İf’al babı fiile tadiye (geçişlilik) kesret, haynunet (zamanı gelmesi), sayruret, izale, zamana ve mekâna duhul, temkin (imkân sağlamak), vicdan (bir vasıf üzere bulmak) mutavaat (tef’il babının dönüşlülüğü), tariz (arz etmek, maruz bırakmak) manaları katar. Bazan da fiilin mücerret manasını ifade eder. 

 

فَمَكَثَ غَيْرَ بَع۪يدٍ 

 

Ayetin  فَ  ile gelen cümlesi, mukadder istînâfa matuftur. Takdiri;  فجاء الهدهد (Hüdhüd geldi.) şeklindedir. Müspet mazi fiil siygasında, faide-i haber ibtidaî kelamdır. Mazi fiil sebata, temekkün ve istikrara işaret eder. (Hâlidî, Vakafat, S.107) 

بَع۪يدٍ ’deki tenvin kıllet ifade eder.

فَمَكَثَ غَيْرَ بَع۪يدٍ  ifadesi se, (çok geçmeden, en yakın zamanda) manasınadır. Cenab-ı Hakk'ın bu bekleyişi kısa olarak nitelemesi, Hüdhüd'ün Hz. Süleyman (as)'dan korktuğu için, hızlıca geldiğini göstermesinden dolayı ve o kuşun, Hz. Süleyman (as)'ın emrine nasıl âmâde olduğunu bildirmek içindir. (Fahreddin er-Râzî) 

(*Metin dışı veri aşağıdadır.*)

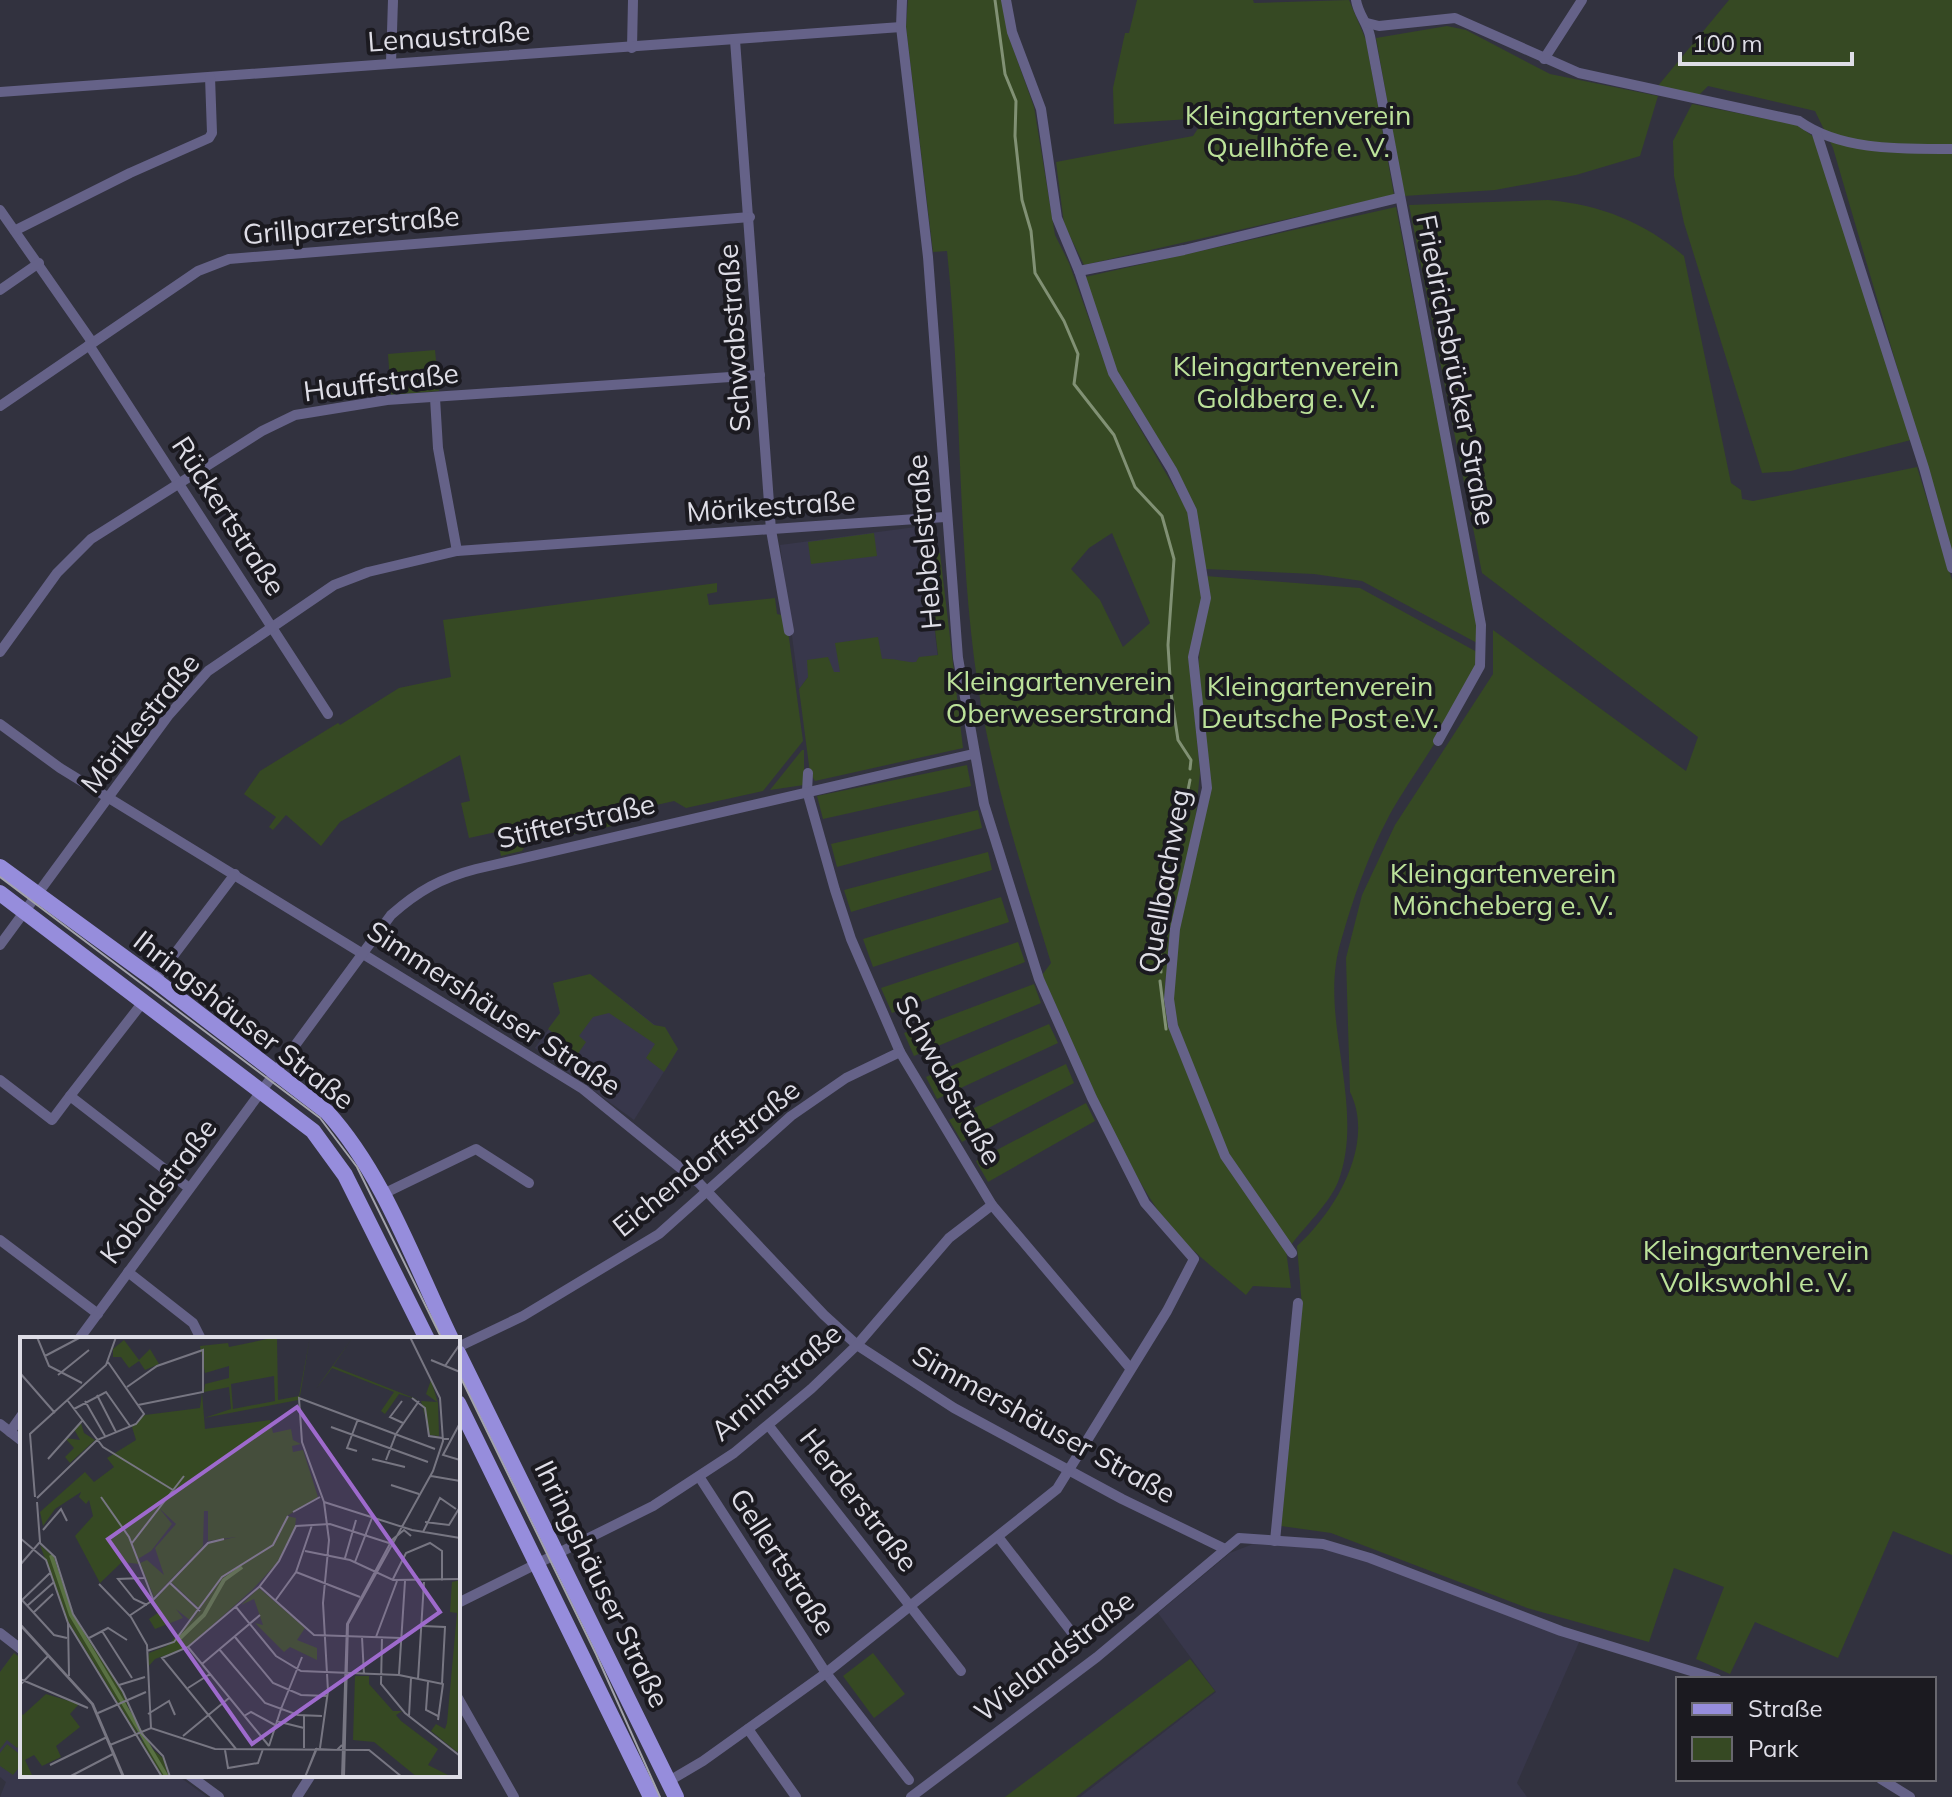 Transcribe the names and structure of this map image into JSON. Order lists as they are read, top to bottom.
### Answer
{
  "streets": {
    "main road": ["Ihringshäuser Straße"],
    "street": [
      "Lenaustraße",
      "Grillparzerstraße",
      "Schwabstraße",
      "Friedrichsbrücker Straße",
      "Hauffstraße",
      "Mörikestraße",
      "Rückertstraße",
      "Hebbelstraße",
      "Stifterstraße",
      "Quellbachweg",
      "Simmershäuser Straße",
      "Eichendorffstraße",
      "Koboldstraße",
      "Arnimstraße",
      "Herderstraße",
      "Gellertstraße",
      "Wielandstraße"
    ]
  },
  "crossings": [
    ["Lenaustraße", "Schwabstraße"],
    ["Lenaustraße", "Hebbelstraße"],
    ["Grillparzerstraße", "Schwabstraße"],
    ["Grillparzerstraße", "Rückertstraße"],
    ["Schwabstraße", "Hauffstraße"],
    ["Schwabstraße", "Mörikestraße"],
    ["Schwabstraße", "Hebbelstraße"],
    ["Schwabstraße", "Stifterstraße"],
    ["Schwabstraße", "Eichendorffstraße"],
    ["Schwabstraße", "Arnimstraße"],
    ["Hauffstraße", "Rückertstraße"],
    ["Mörikestraße", "Rückertstraße"],
    ["Mörikestraße", "Hebbelstraße"],
    ["Mörikestraße", "Simmershäuser Straße"],
    ["Mörikestraße", "Ihringshäuser Straße"],
    ["Hebbelstraße", "Stifterstraße"],
    ["Stifterstraße", "Simmershäuser Straße"],
    ["Stifterstraße", "Ihringshäuser Straße"],
    ["Stifterstraße", "Koboldstraße"],
    ["Simmershäuser Straße", "Eichendorffstraße"],
    ["Simmershäuser Straße", "Arnimstraße"],
    ["Simmershäuser Straße", "Wielandstraße"],
    ["Ihringshäuser Straße", "Koboldstraße"],
    ["Ihringshäuser Straße", "Arnimstraße"],
    ["Arnimstraße", "Herderstraße"],
    ["Arnimstraße", "Gellertstraße"]
  ],
  "parks": [
    "Kleingartenverein Quellhöfe e. V.",
    "Kleingartenverein Goldberg e. V.",
    "Kleingartenverein Oberweserstrand",
    "Kleingartenverein Deutsche Post e.V.",
    "Kleingartenverein Möncheberg e. V.",
    "Kleingartenverein Volkswohl e. V."
  ],
  "legend": ["Straße", "Park"],
  "scale_bar": "100 m"
}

Burada  مَكَثَ  kelimesi, geri kalma anlamında kulanılmıştır. Çünkü hüdhüd bir mekânda kalmıyordu. Uçuyor ve hareket ediyordu.  مَكَثَ ‘nin geri kalma anlamında kullanımı mecâz-ı mürseldir. Çünkü geri kalma zamana bağlıdır. (Âşûr)

 

فَقَالَ اَحَطْتُ بِمَا لَمْ تُحِطْ بِه۪ وَجِئْتُكَ مِنْ سَبَأٍ بِنَبَأٍ يَق۪ينٍ

 

Cümle  فَ  ile  مَكَثَ  fiiline atfedilmiştir. Atıf sebebi hükümde ortaklıktır. Müspet mazi fiil sıygasında faide-i haber ibtidaî kelamdır.

قَالُوا  fiilinin mekulü’l-kavli olan  اَحَطْتُ بِمَا لَمْ تُحِطْ بِه۪  cümlesi, müspet mazi fiil sıygasında faide-i haber ibtidaî kelamdır.

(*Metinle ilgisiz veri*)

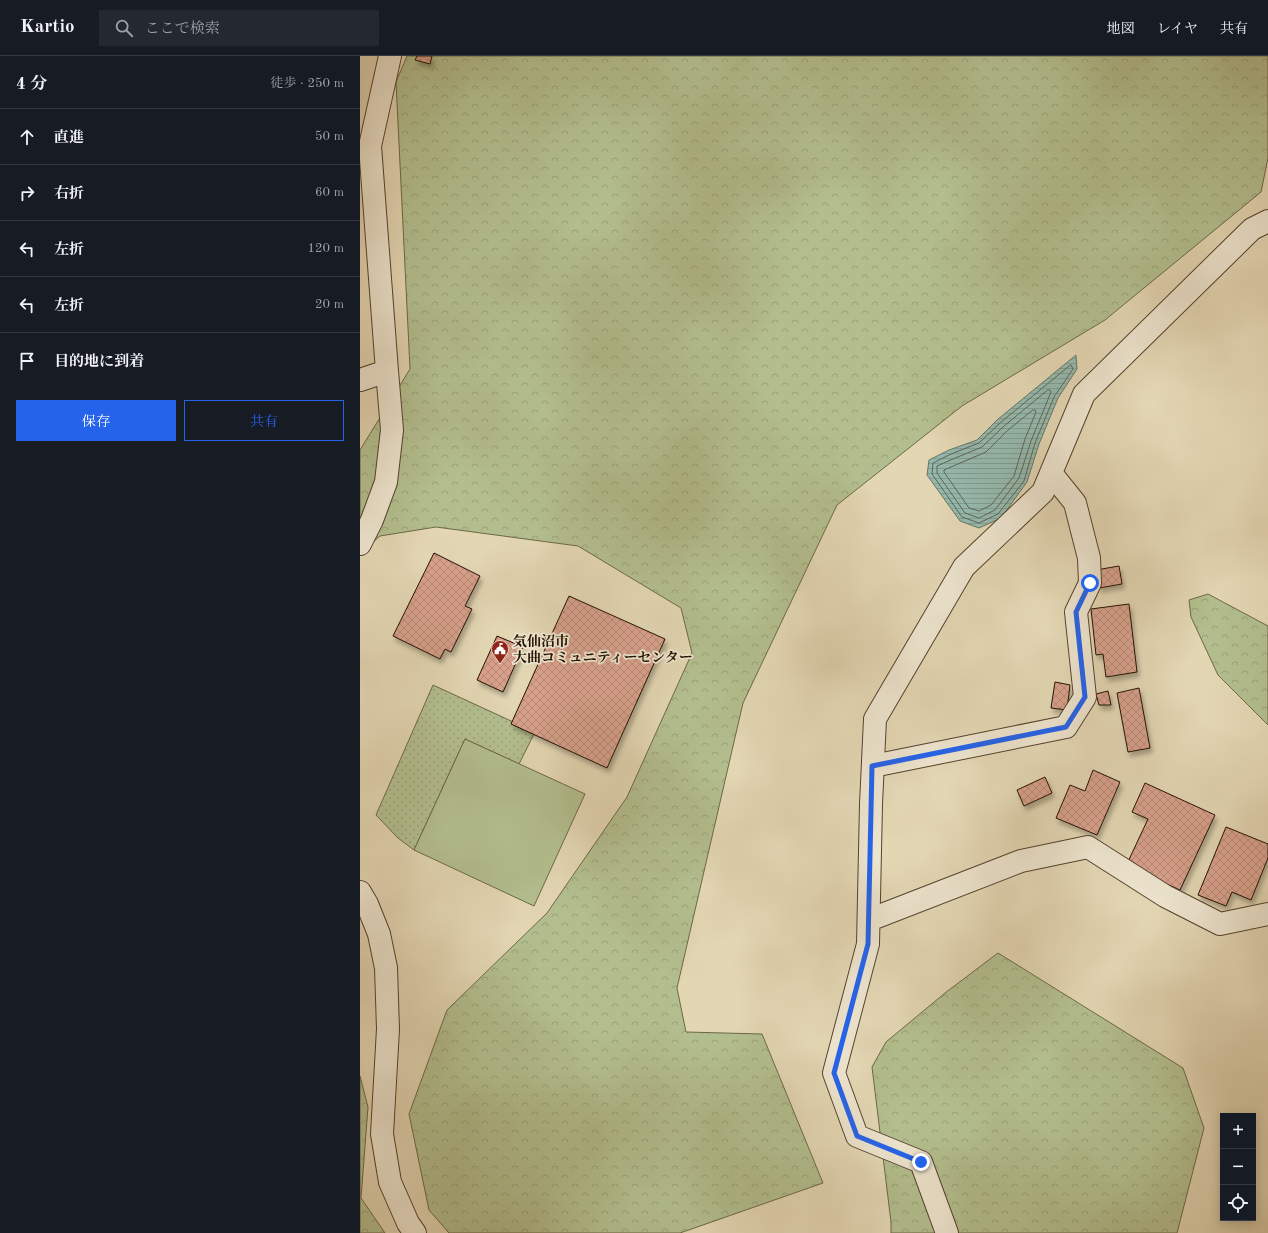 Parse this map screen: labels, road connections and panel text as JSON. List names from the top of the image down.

Mecrur mahaldeki  مَا  müşterek ism-i mevsûlu  بِ  harf-i ceriyle birlikte  أَحَطتُ  fiiline mütealliktir.

Menfî muzari fiil sıygasında faide-i haber ibtidaî kelam olan sıla cümlesi  لَمْ تُحِطْ بِه۪ ,  tecessüm ve teceddüt ifade eder.

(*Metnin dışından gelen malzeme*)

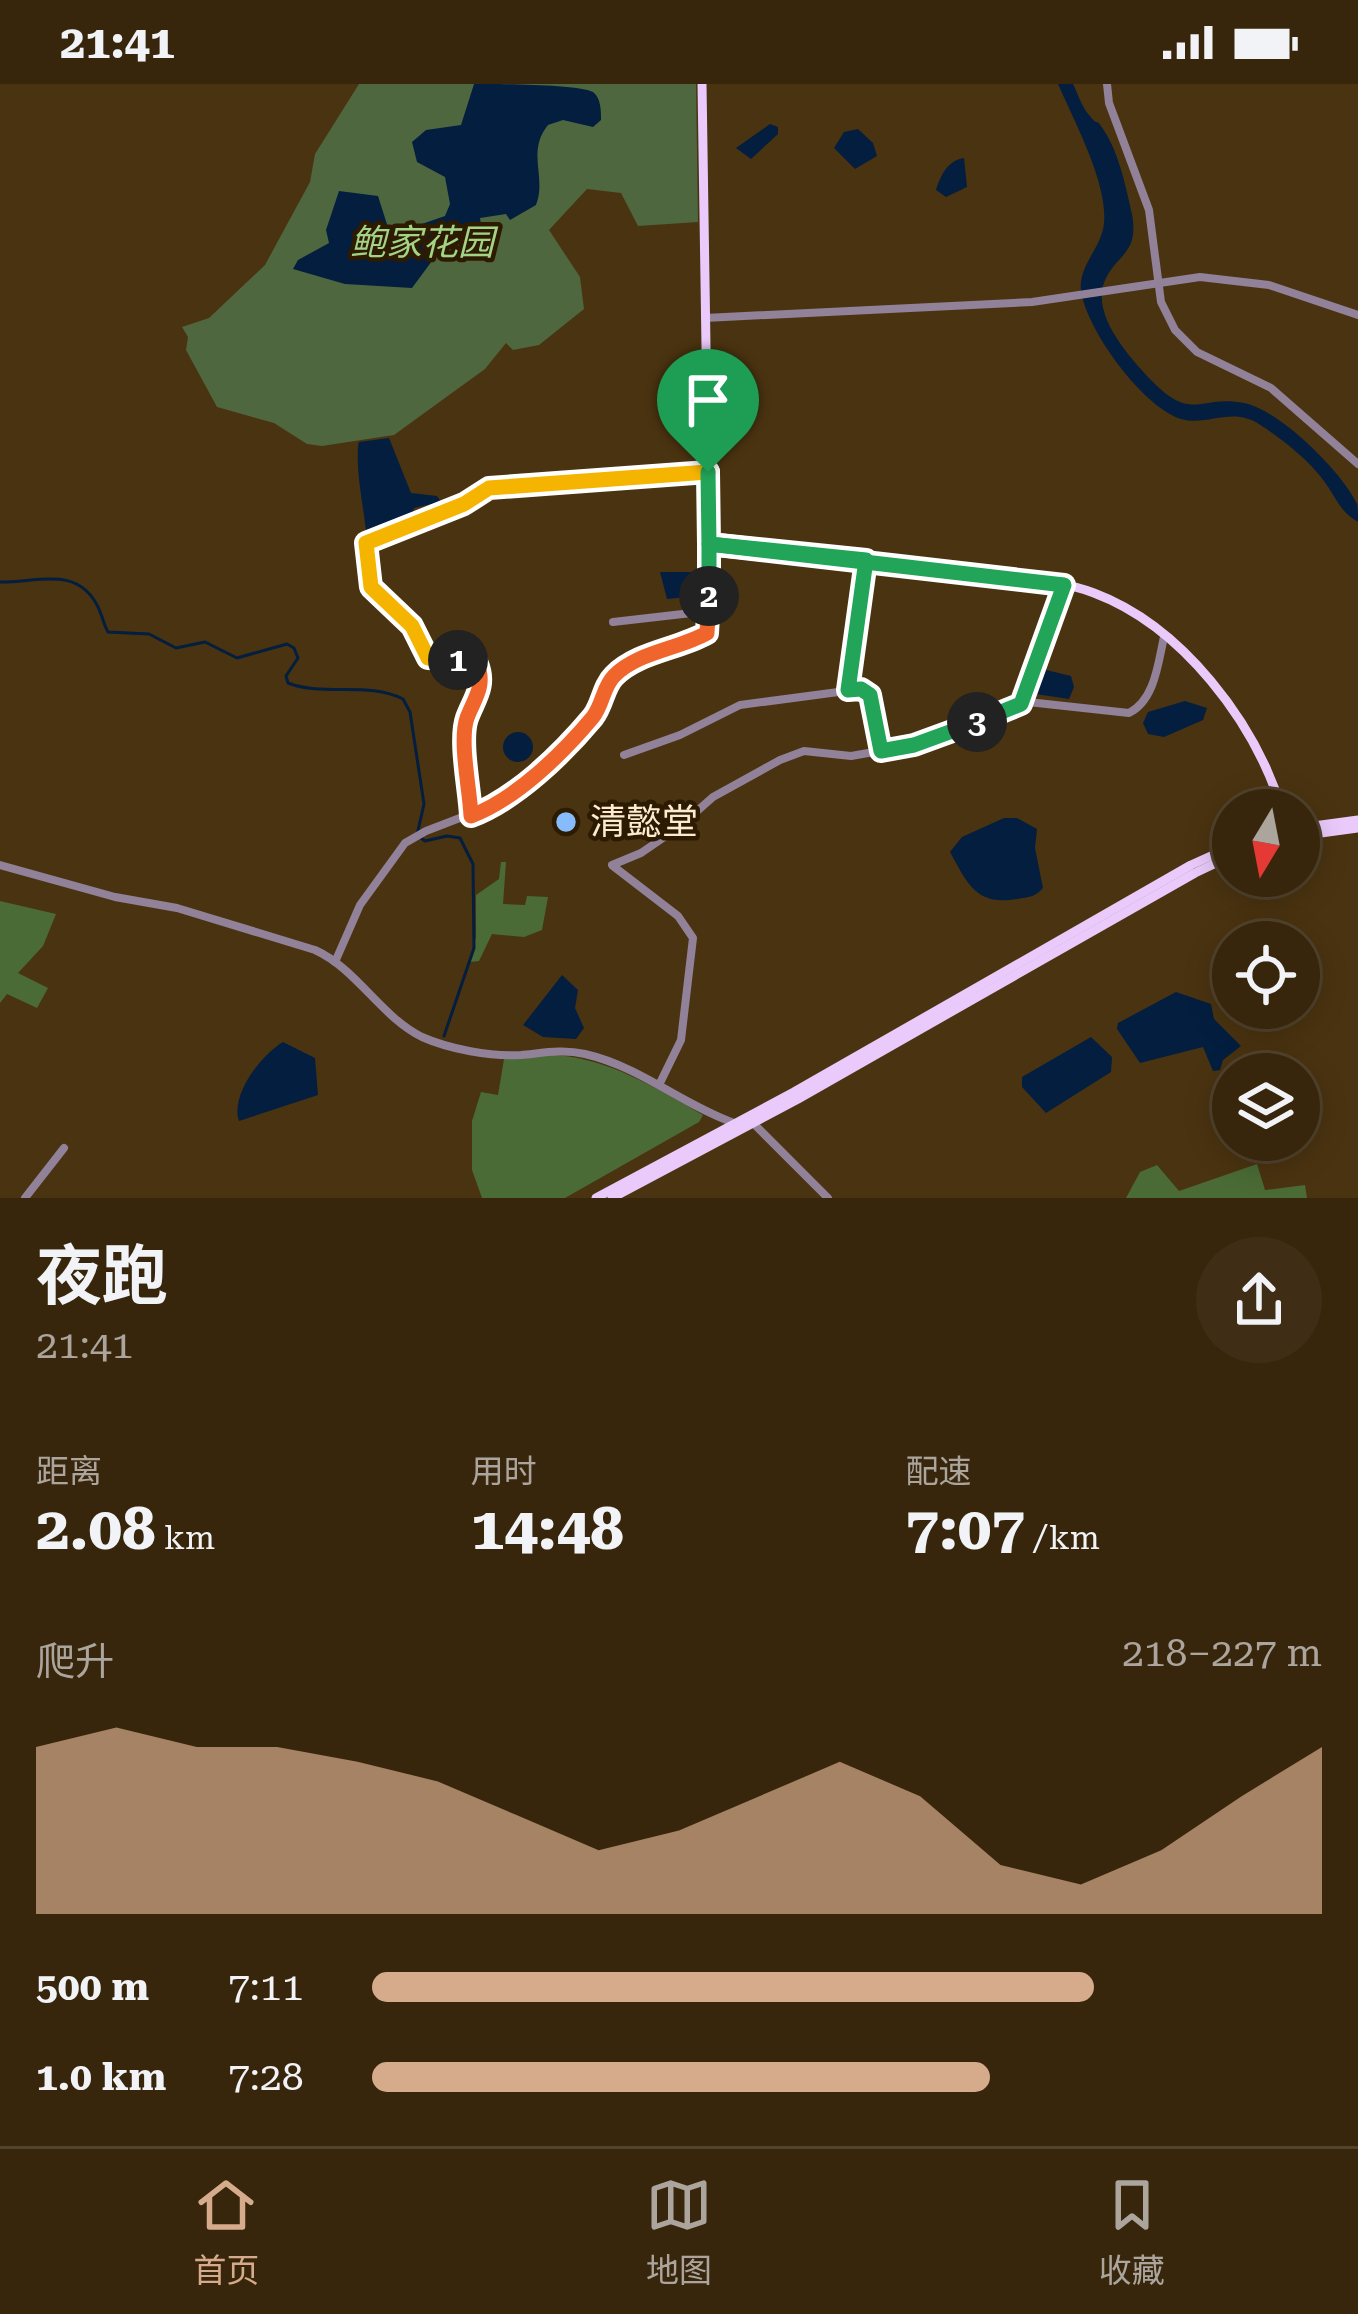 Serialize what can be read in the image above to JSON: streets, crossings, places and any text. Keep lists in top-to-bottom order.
{
  "parks": ["鲍家花园"],
  "places": ["清懿堂"],
  "north": "bottom",
  "page": {
    "status": "21:41",
    "pins": ["2", "1", "3"],
    "heading": ["夜跑", "21:41"],
    "stats": [
      ["距离", "2.08 km"],
      ["用时", "14:48"],
      ["配速", "7:07 /km"]
    ],
    "chart": ["爬升", "218–227 m"],
    "list": [
      {
        "name": "500 m",
        "note": "7:11"
      },
      {
        "name": "1.0 km",
        "note": "7:28"
      }
    ],
    "tabs": ["首页", "地图", "收藏"]
  }
}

Muzari fiilin geldiği hallerde çoğunlukla bu gaye mevcuttur. Muzari fiilin kullanımıyla sahne muhatabın gözünde sanki o anda canlanır. Bu da insanı etkiler. (Fatma Serap Karamollaoğlu, Kur'an Işığında Belâgat Dersleri Meânî İlmi)

لَمْ تُحِطْ - اَحَطْتُ  kelimeleri arasında tıbâk-ı selb, iştikak cinası ve reddü’l-acüz ale’s-sadr  sanatları vardır.

اَحَطْتُ - بِمَا لَمْ تُحِطْ بِه۪  cümleleri arasında mukabele sanatı vardır.

وَ ‘la önceki cümleye atfedilen  وَجِئْتُكَ مِنْ سَبَأٍ بِنَبَأٍ يَق۪ينٍ  cümlesi, müspet mazi fiil sıygasında faide-i haber ibtidaî kelamdır.

يَق۪ينٍ  kelimesi  نَبَأٍ  için sıfattır. Sıfat, tabi olduğu kelimenin sahip olduğu bir özelliğe işaret etmek için yapılan ıtnâb sanatıdır.

Ayette haber yerine gelen  نَبَأٍ  lafzının, doğru, önemli haber olduğu düşünüldüğünde mana-lafız yönünden,  سَبَإِۭ  lafzıyla olan ses uyumu düşünüldüğünde lafız-lafız uyumu yönünden mükemmel bir seçimdir.

Bu ayette  نَبَأٍ  ve  سَبَإِۭ  kelimeleri arasında ciddi bir ses uyumu vardır. Müfessirin, ayetteki ses uyumu meselesini değerlendirme üslubu son derece dikkat çekicidir. Meâlen; “Evet, نَبَأٍ  kelimesi yerine aynı öz anlamı taşıyan خَبَر (haber) kelimesi de kullanılsa anlam doğru olurdu. Ancak iki sebepten ötürü  نَبَأٍ  kelimesinin kullanılması daha doğrudur. Bunlardan birincisi kelimenin getirilen haberin büyüklüğünü daha net ifade etmesi, ikincisi ise ayette meydana gelen söz ve ses  güzelliğidir. Fakat burada belirleyici olan ses güzelliği değildir. Ses güzelliği anlam örtüşmesini destekleyen artı bir güzelliktir. (İsmail Bayer, Keşşâf Tefsirinde Belâgat Uygulamaları)

نَبَأٍ  ve  سَبَإِۭ arasında cinas-ı müzdevic vardır. (Âşûr)

بِنَبَأٍ ‘deki  بِ  harf-i ceri musahebe içindir. Çünkü geldiğinde haber hüdhüdün yanındaydı. نَبَأٍ  önemli haber demektir. (Âşûr)

وَجِئْتُكَ مِنْ سَبَأٍ بِنَبَأٍ يَق۪ينٍ  [ve Sebe'den sana kesin bir haber ile geldim] ayeti ile onun Süleyman (as)'a bilmediği şeyi öğretmiş olduğunu anlıyoruz. Böylelikle o Süleyman (as)'ın kendisini tehdit etmiş olduğu azabı ve kesilme cezasını bertaraf etmiş oldu. (Kurtubî)  

20-21 ve 22. ayetlerinin  sonlan birbirine uygun düşmüştür.  اَمْ كَانَ مِنَ الْغَٓائِب۪ينَ  [Yoksa kayıplara mı karıştı.] -  اَوْ لَيَأْتِيَنّ۪ي بِسُلْطَانٍ مُب۪ينٍ  [Ya da mutlaka bana apaçık bir delil geti­rir.] - وَجِئْتُكَ مِنْ سَبَأٍ بِنَبَأٍ يَق۪ينٍ  [Sana Sebe'den çok doğru bir haber getirdim.] Bu bölümün sonuna kadar böyle ayetler vardır. Birçok ayette, ayet sonları birbirine uyumludur. Bunun da, insan ruhuna güzel bir etkisi vardır.

اَحَطْتُ  ile  لَمْ تُحِطْ  ifadeleri arasında tıbâk-ı selb vardır.